There are no magic formulas. Each one must find his own way to heal himself and others until the troublesome situation disappears from his own memory. This is why the practice called vāsanā daha tantra, writing down memories and burning them in a fire to release the emotion from the deep subconscious, has proven to be a solution uncomparable to any other. Only in this way will he know that, by whatever method he has applied, he has healed the one he wronged. True forgiveness is the greatest eraser, the greatest harmonizer. It is this process of misdeeds against dharma, followed by shame and remorse, as people interrelate with one another, that moves them forward in their evolution toward their ultimate goal of mukti.

The Japanese, unlike most of the rest of the world, have a great sense of loss of face, and a Japanese businessman will resign if he has shamed his family or his country. This is hrī and is very much ingrained in the Japanese society, which is based on Buddhist precepts. Buddhism itself is the outgrowth into the family community from a vast monastic order; whereas Hinduism is a conglomerate of many smaller religions, some of which are not outgrowths of a monastic community. Therefore, hrī is an integral part of the culture of Japan. They have maintained this and other cultural precepts, as the Buddhist monastic orders are still influential throughout Asia.

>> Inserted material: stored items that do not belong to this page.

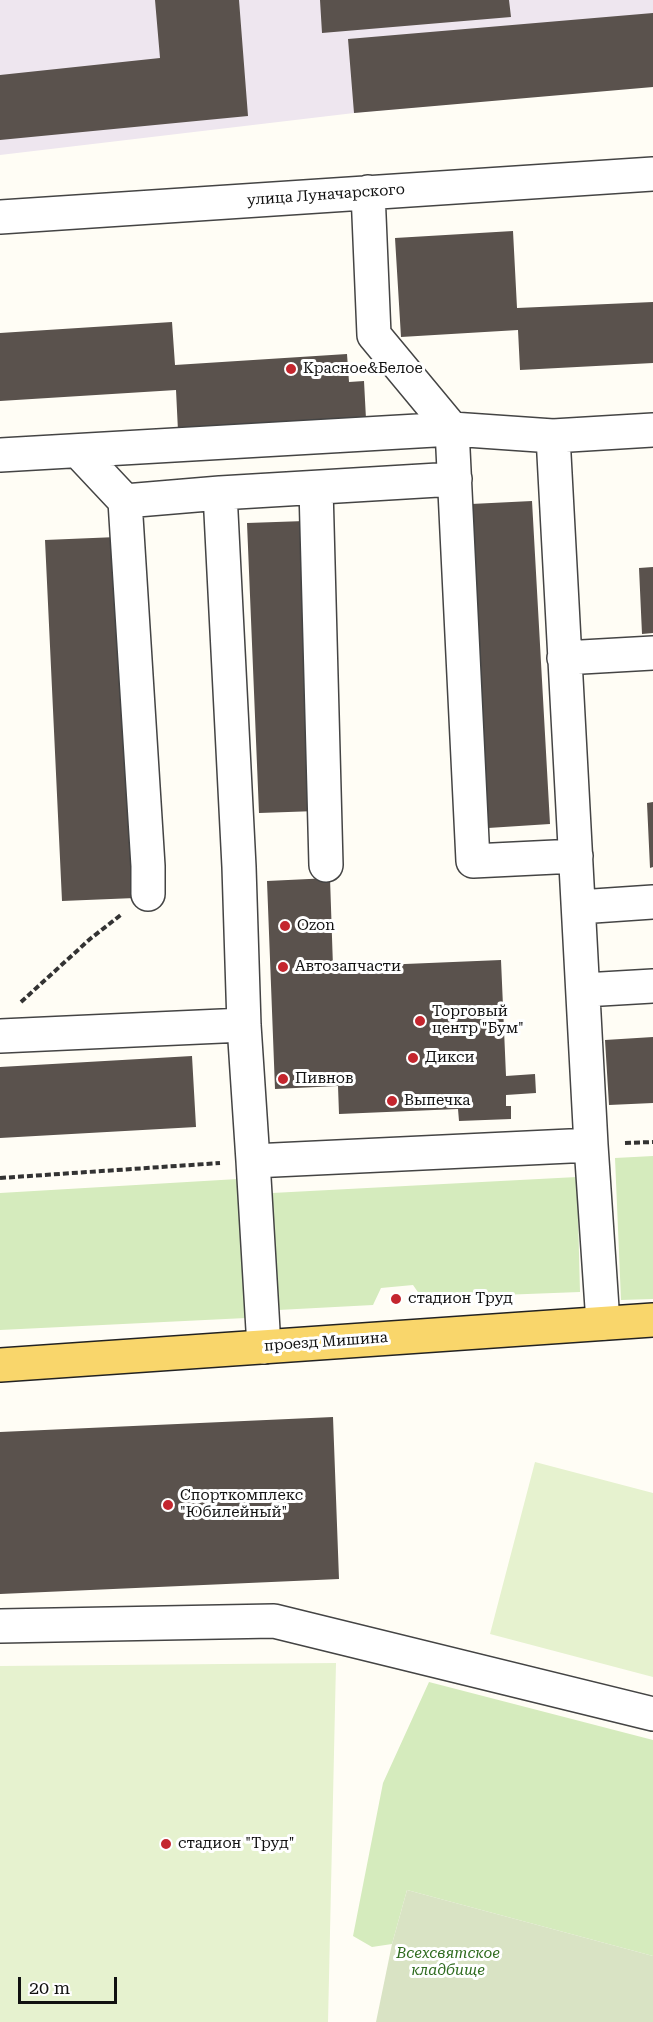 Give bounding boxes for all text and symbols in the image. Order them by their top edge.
street label: улица Луначарского [246,181,406,209]
place label: Красное&Белое [303,360,423,378]
marker: Красное&Белое [284,362,298,376]
place label: Ozon [297,917,335,935]
marker: Ozon [278,919,292,933]
place label: Автозапчасти [295,958,401,976]
marker: Автозапчасти [276,960,290,974]
place label: Торговый центр "Бум" [432,1003,524,1038]
marker: Торговый центр "Бум" [413,1014,427,1028]
place label: Дикси [425,1049,475,1067]
marker: Дикси [406,1051,420,1065]
place label: Пивнов [295,1070,354,1088]
marker: Пивнов [276,1072,290,1086]
place label: Выпечка [404,1092,470,1110]
marker: Выпечка [385,1094,399,1108]
place label: стадион Труд [408,1290,513,1308]
marker: стадион Труд [389,1292,403,1306]
street label: проезд Мишина [264,1329,388,1355]
place label: Спорткомплекс "Юбилейный" [180,1487,303,1522]
marker: Спорткомплекс "Юбилейный" [161,1498,175,1512]
place label: стадион "Труд" [178,1835,294,1853]
marker: стадион "Труд" [159,1837,173,1851]
park label: Всехсвятское кладбище [396,1945,500,1980]
scale bar [21,1965,120,2003]
text: 20 m [29,1977,70,1998] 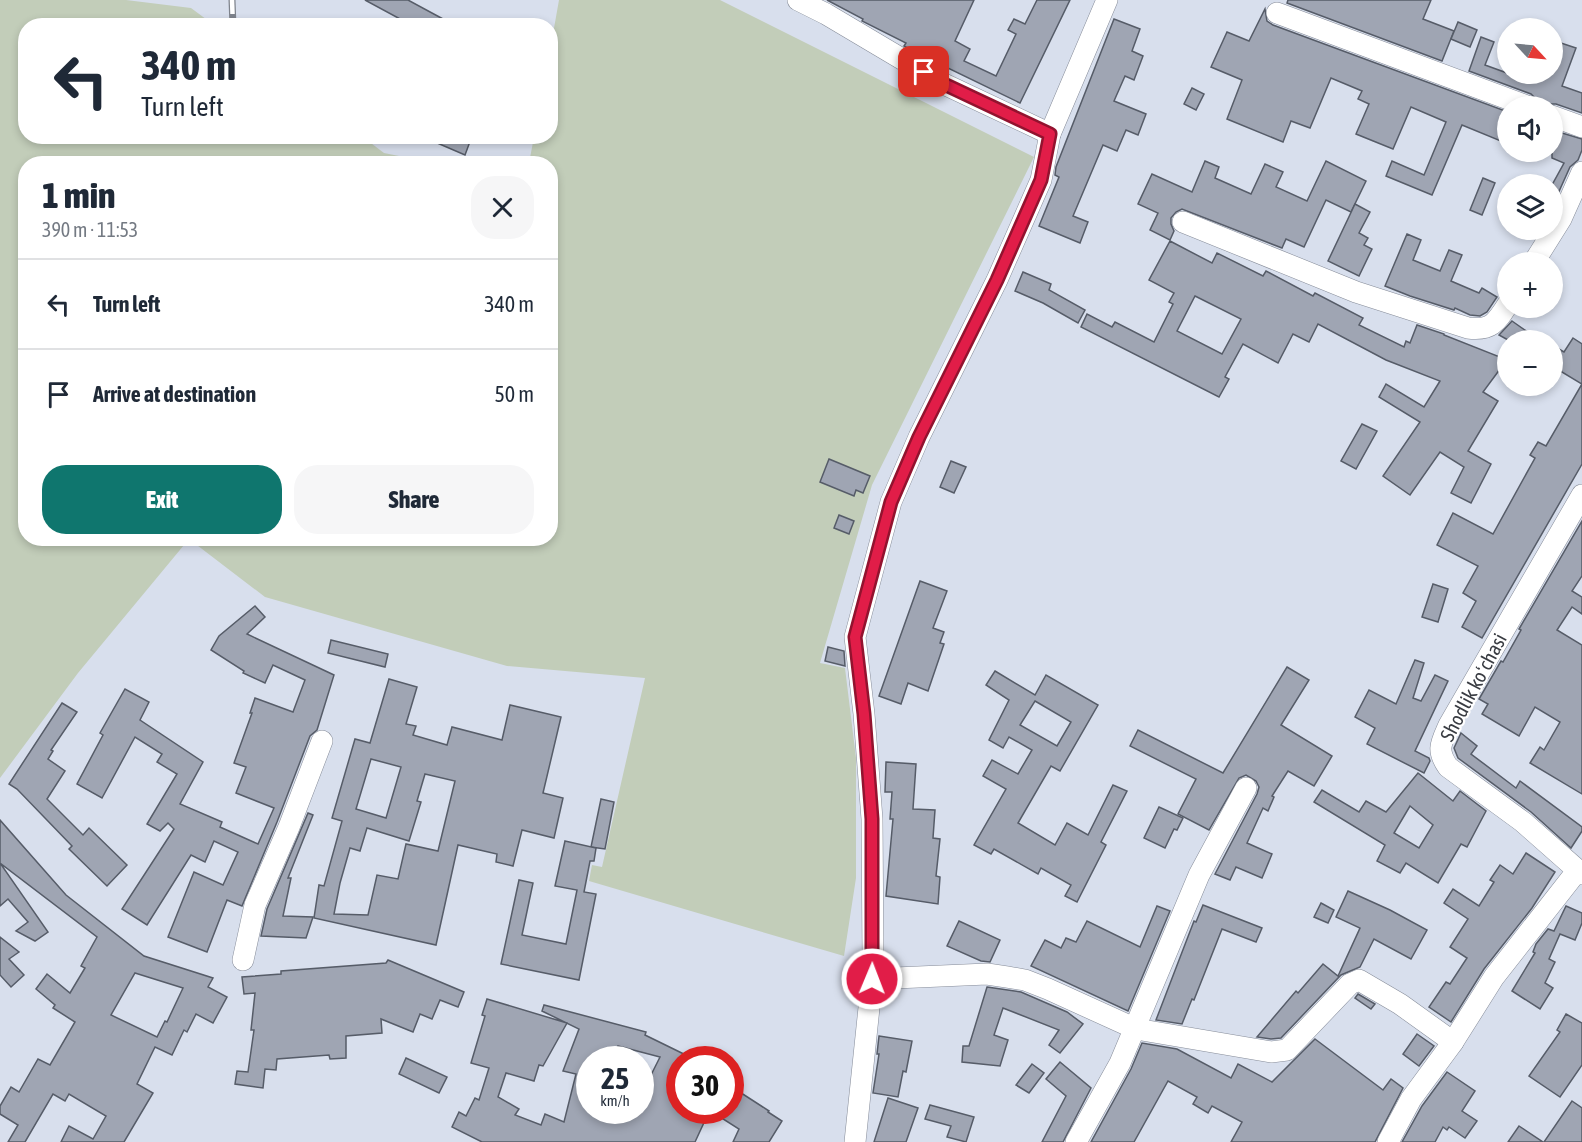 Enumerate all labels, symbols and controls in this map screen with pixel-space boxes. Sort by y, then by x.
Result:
north arrow [1497,18,1563,84]
map controls [1497,18,1563,396]
text: 340 m [141,41,236,89]
icon: left [42,42,120,120]
pin [898,46,949,97]
icon: arrive [907,55,940,88]
text: Turn left [141,91,224,122]
button: sound [1497,96,1563,162]
text: 1 min [42,174,116,216]
button: layers [1497,174,1563,240]
button: close [471,176,534,239]
text: 390 m · 11:53 [42,218,138,241]
button: + [1497,252,1563,318]
icon: left [42,288,75,321]
text: Turn left [93,291,160,317]
text: 340 m [484,291,534,317]
button: − [1497,330,1563,396]
icon: arrive [42,378,75,411]
text: Arrive at destination [93,381,256,407]
text: 50 m [494,381,534,407]
button: Exit [42,465,282,534]
button: Share [294,465,534,534]
street label: Shodlik koʻchasi [1435,629,1511,745]
position arrow [840,947,904,1011]
speed limit sign: 30 [666,1046,744,1124]
text: 25 [601,1061,629,1095]
text: km/h [600,1092,630,1109] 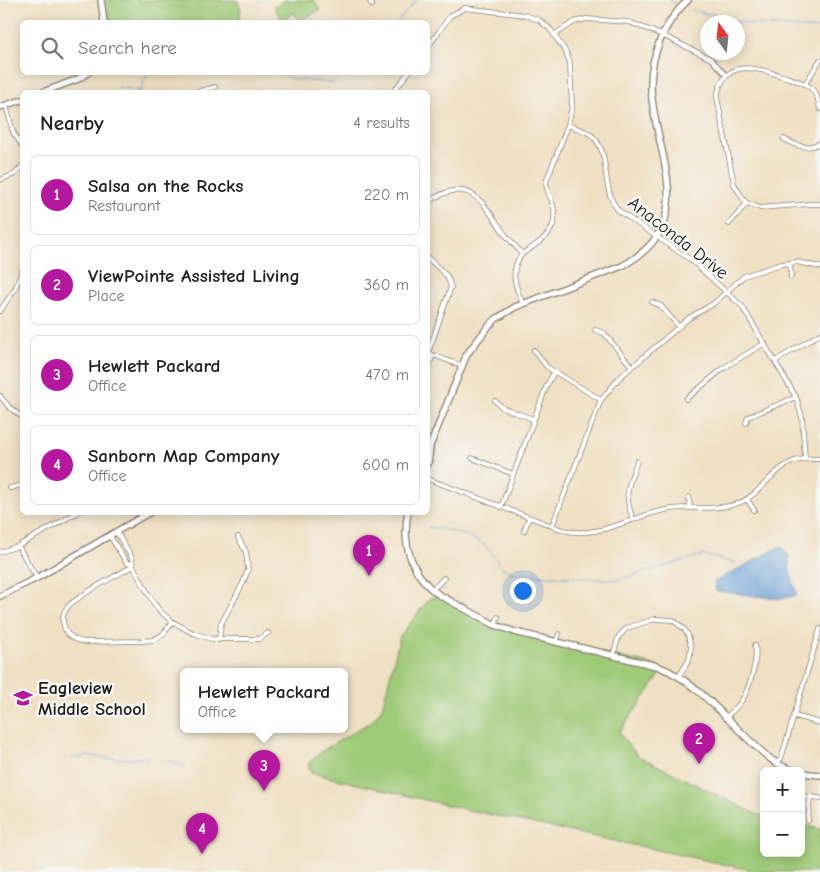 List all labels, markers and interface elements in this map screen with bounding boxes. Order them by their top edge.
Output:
north arrow [700,15,745,60]
search box [20,20,430,75]
icon: search [38,34,66,62]
text: Search here [78,37,177,59]
text: Nearby [40,111,104,135]
text: 4 results [353,114,410,132]
text: Salsa on the Rocks [88,175,243,197]
text: 1 [54,186,60,204]
text: 220 m [364,186,409,204]
street label: Anaconda Drive [624,192,732,284]
text: Restaurant [88,197,160,215]
text: ViewPointe Assisted Living [88,265,300,287]
text: 2 [53,276,61,294]
text: 360 m [364,276,409,294]
text: Place [88,287,124,305]
text: Hewlett Packard [88,355,220,377]
text: 3 [53,366,61,384]
text: 470 m [365,366,409,384]
text: Office [88,377,127,395]
text: Sanborn Map Company [88,445,279,467]
text: 4 [53,456,61,474]
text: 600 m [362,456,409,474]
text: Office [88,467,127,485]
pin: 1 [353,535,385,576]
your location [510,578,536,604]
popup [180,668,348,733]
place label: Eagleview Middle School [38,678,146,720]
text: Hewlett Packard [198,681,330,703]
school or university icon: Eagleview Middle School [12,687,34,709]
text: Office [198,703,236,721]
pin: 2 [683,723,715,764]
pin: 3 [248,750,280,791]
map controls [760,767,805,857]
button: + [760,767,805,812]
button: − [760,812,805,857]
pin: 4 [186,813,218,854]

A materialist who loses face smiles and simply puts on another mask and continues as if nothing had ever happened. The saying goes, “Change your image and get on with life.” No shame, repentance or reconciliation is shown by such people, as is so often portrayed on American television, and much worse, as it actually happens all the time in public life.


NANDINATHA SŪTRA 34: GOD’S MANIFEST NATURE OF LOVE
Śiva’s followers all believe that Lord Śiva is God, whose immanent nature of love, Parāśakti, is the substratum, primal substance or pure consciousness flowing through all form as energy, existence, knowledge and bliss. Aum.

Lesson 34 – Merging with Śiva

Recording: Gurudeva’s cloned voice

Awareness and Consciousness

Consciousness and awareness are the same when awareness is totally identified with and attached to that which it is aware of. To separate the two is the artful practice of yoga. Naturally, the Shūm-Tyeīf language is needed to accomplish this. When awareness is detached from that which it is aware of, it flows freely in consciousness. A tree has consciousness. Awareness can flow into the tree and become aware of the consciousness of the tree. Consciousness and mind are totally equated as a one thing when awareness and consciousness are a one thing to the individual. But when awareness is detached from that which it is aware of, it can flow freely through all five states of mind and all areas of consciousness, such as plants and the Earth itself, elements and various other aspects of matter. Here we find awareness separate from consciousness and consciousness separate from the five states of mind attributed to the human being. In Sanskrit we have the word chaitanya for consciousness, and for awareness it is sākshin, meaning witness, and for mind the word is chitta. Consciousness, mind, matter and awareness experience a oneness in being for those who think that they are their physical body, who are convinced that when the body ends, they end and are no more.

We have three eyes. We see with our physical eyes and then we think about what we have seen. Going into meditation, we see with our third eye our thoughts. Then we choose one or two of them and think about them and lose the value of the meditation. It is the control of the breath that controls the thoughts that emerge from the subconscious memory patterns. Once this is accomplished, and the iḍā, piṅgalā and sushumṇā merge, we are seeing with the third eye, which is the eye of awareness, wherever we travel through the mind, inside or outside of our own self.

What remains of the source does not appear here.